A proposito dello speciale del Tg5 dedicato a Freddie Mercury

 


Che in televisione si parli dei Queen e di Freddie Mercury è sempre una buona notizia. 

Se un mezzo nazional popolare come la TV trova interessante e commercialmente rilevante un certo argomento, vuol dire che riesce a catturare un pubblico ben più vasto degli appassionati più incalliti. Del resto nel caso di Freddie in particolare siamo al cospetto di una vera e propria icona pop.

Tuttavia la televisione non si limita quasi mai a raccontare, ma fagocita letteralmente l'oggetto del suo interesse per risputarne fuori una versione magari affascinante ma imprecisa.

Con lo speciale realizzato dal Tg5 e andato in onda nella notte del 21 Novembre e poi in replica la mattina (è anche online sul sito Mediaset Play) il fenomeno si è purtroppo ripetuto: accanto agli indubbi aspetti emozionali, non sono mancati errori piuttosto grossolani e l'affidamento a ricostruzione ampiamente smentite da tempo.

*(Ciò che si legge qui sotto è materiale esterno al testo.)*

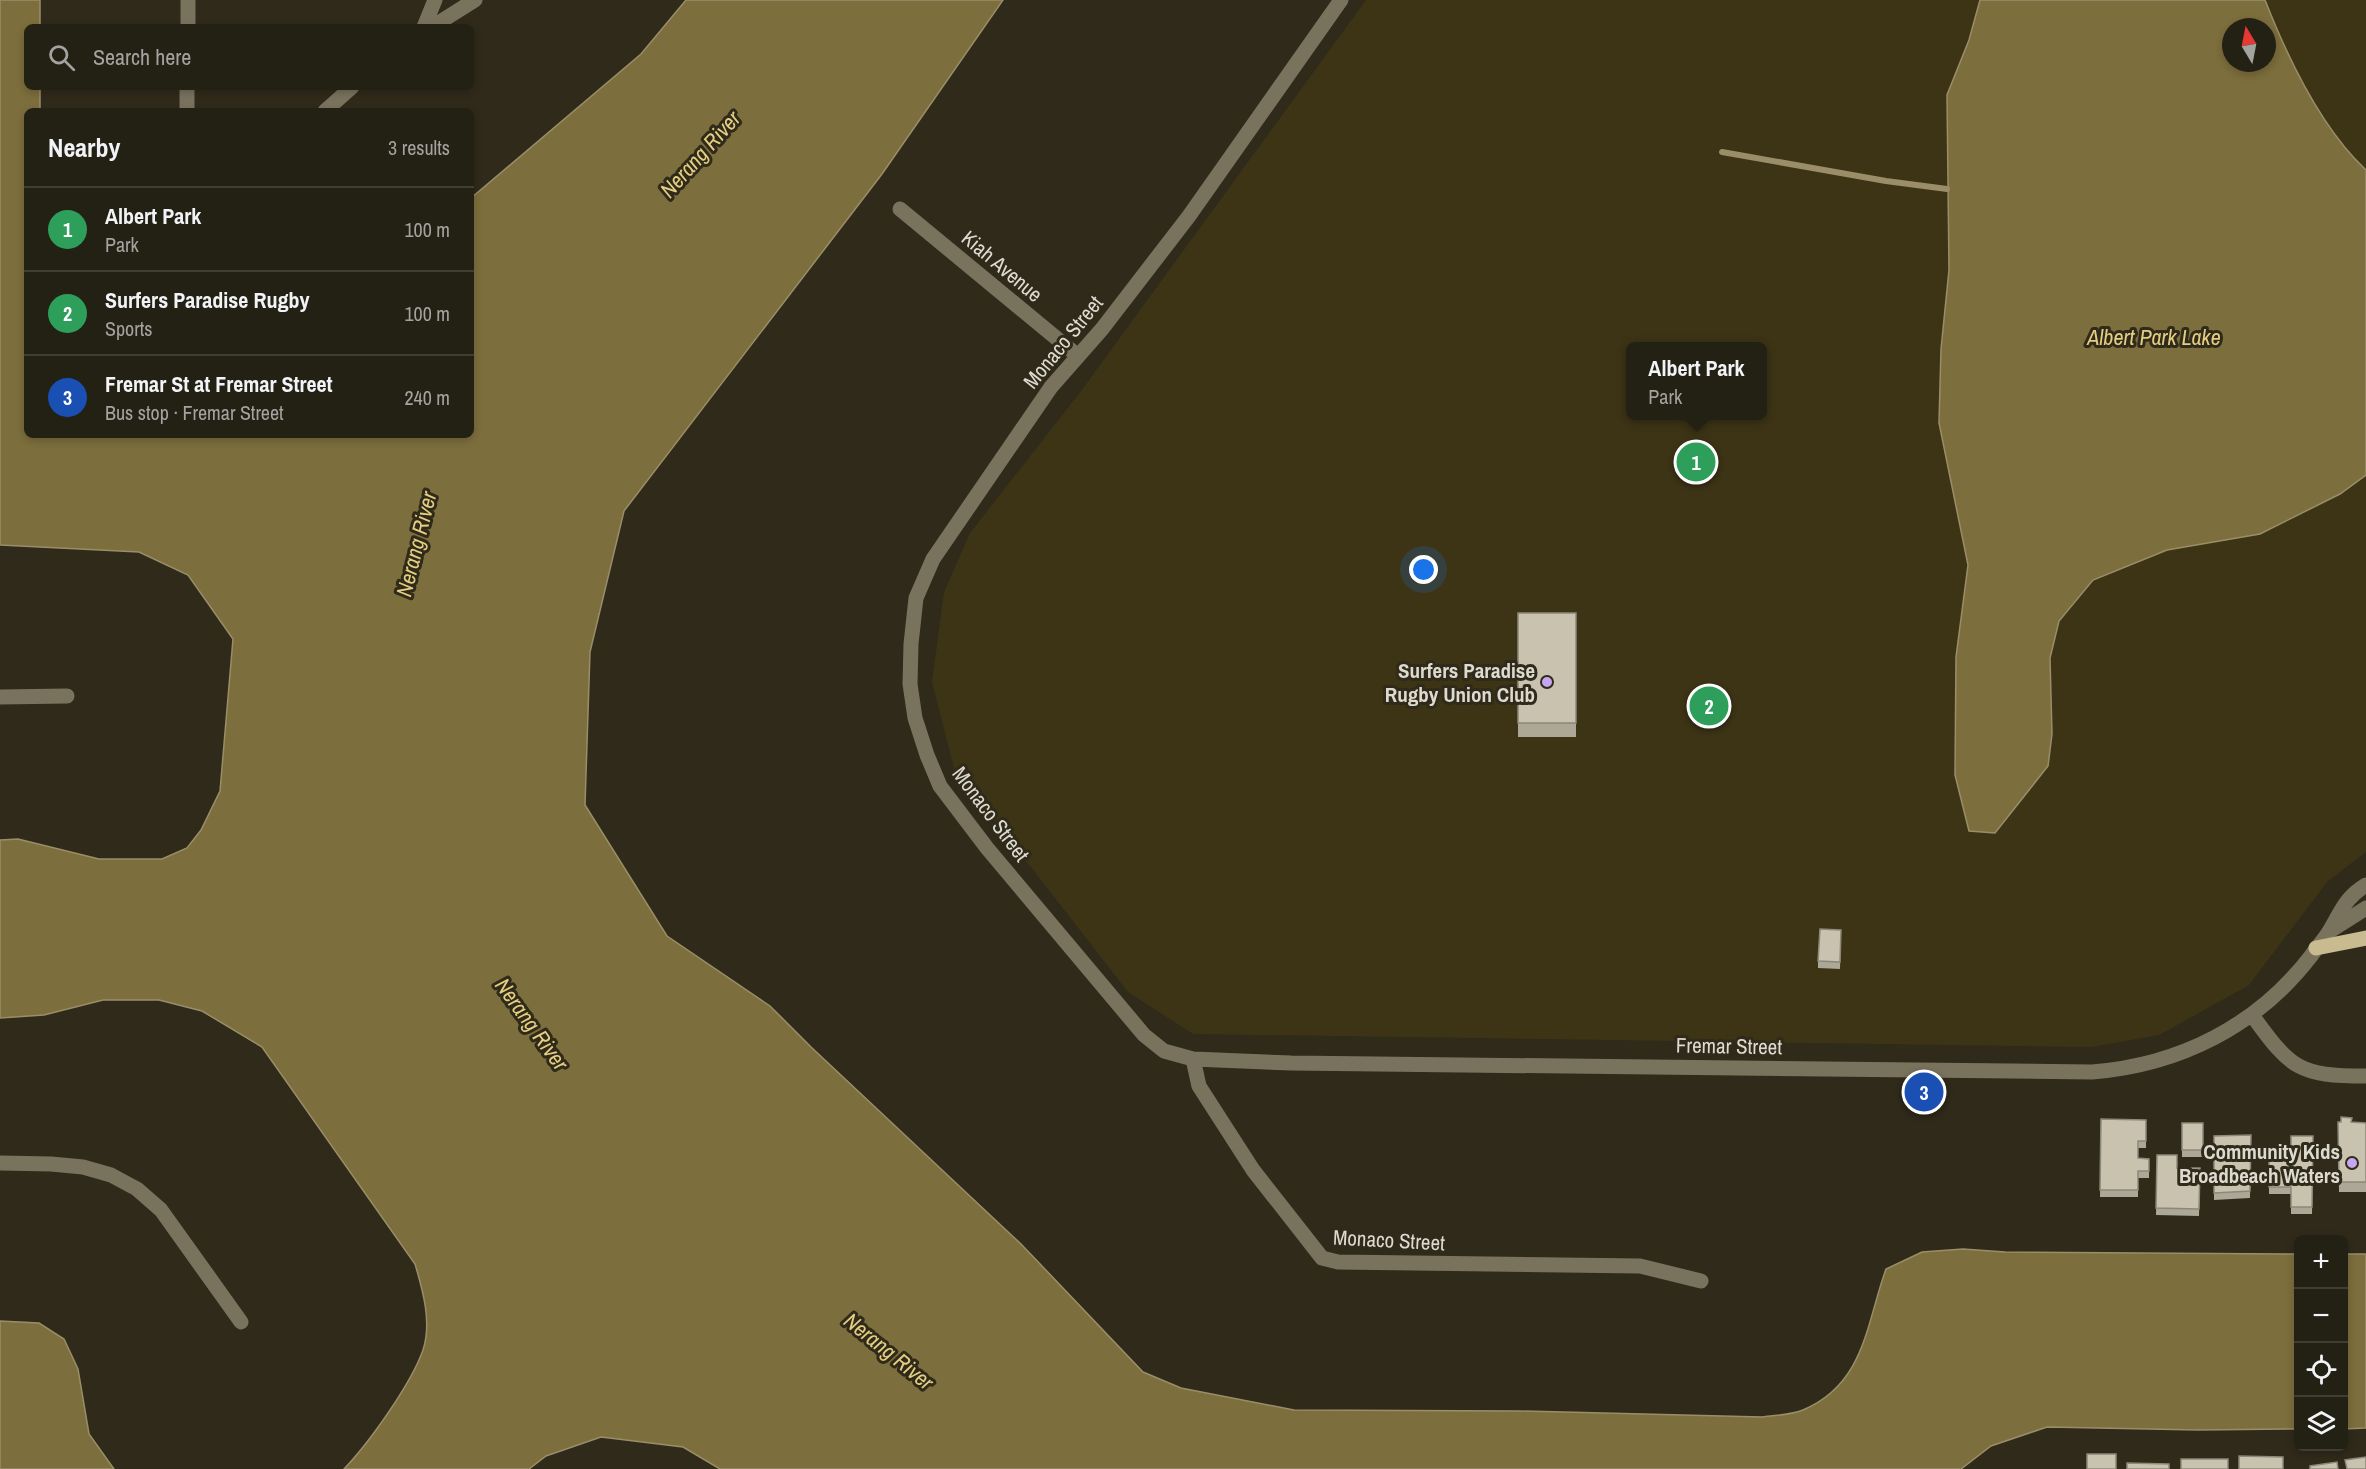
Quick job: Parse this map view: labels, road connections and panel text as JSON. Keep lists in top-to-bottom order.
{
  "streets": {
    "street": ["Kiah Avenue", "Monaco Street", "Fremar Street"]
  },
  "crossings": [
    ["Kiah Avenue", "Monaco Street"],
    ["Monaco Street", "Fremar Street"]
  ],
  "water": ["Nerang River", "Albert Park Lake"],
  "places": ["Surfers Paradise Rugby Union Club", "Community Kids Broadbeach Waters"],
  "north": "top",
  "page": {
    "search": "Search here",
    "heading": ["Nearby", "3 results"],
    "list": [
      {
        "mark": "1",
        "name": "Albert Park",
        "note": "Park",
        "value": "100 m"
      },
      {
        "mark": "2",
        "name": "Surfers Paradise Rugby",
        "note": "Sports",
        "value": "100 m"
      },
      {
        "mark": "3",
        "name": "Fremar St at Fremar Street",
        "note": "Bus stop · Fremar Street",
        "value": "240 m"
      }
    ],
    "popup": ["Albert Park", "Park"],
    "pins": ["1", "2", "3"],
    "map_buttons": ["+", "−"]
  }
}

Esempio fin troppo palese l'aver proposta una versione letteralmente fake di The Show Must Go On suonata live addirittura sul palco di Budapest nel 1986. Ma qui siamo nell'ambito dell'epic fail talmente vistoso da poter essere superato con un sorriso.

Più fastidioso, almeno per noi fans, l'aver riproposto per l'ennesima volta la favola dei regali che un certo negozio londinese continuerebbe a recapitare agli amici di Freddie per espresso desiderio del cantante. 

Si tratta di un'invenzione giornalistica della stampa inglese, piuttosto inverosimile e già smentita da Peter Freestone, che ha trovato una certa credibilità solo perché Elton John un regalo da Freddie lo ha ricevuto per davvero dopo la sua morte: un quadro fatto recapitare a Sir Elton dopo la scomparsa dell'amico.

L'OPINIONE DI PETER FREESTONE

Altrettanto inverosimile l'ipotesi della tomba di Freddie in un cimitero francese: la lapide mostrata nello speciale è stata commissionata con tutta probabilità da qualche fan un po' troppo sopra le righe. Del resto perché Mary Austin, unica depositaria delle ceneri di Freddie, avrebbe dovuto trasportarle in un cimitero aperto al pubblico? E perché palesarlo con una lapide scritta in francese e sulla quale peraltro il nome non è nemmeno quello giusto (Freddie cambiò legalmente il suo nome da Farrokh Bulsara a Freddie Mercury, tanto che i documenti ufficiali, testamento compreso, è firmato Mercury)?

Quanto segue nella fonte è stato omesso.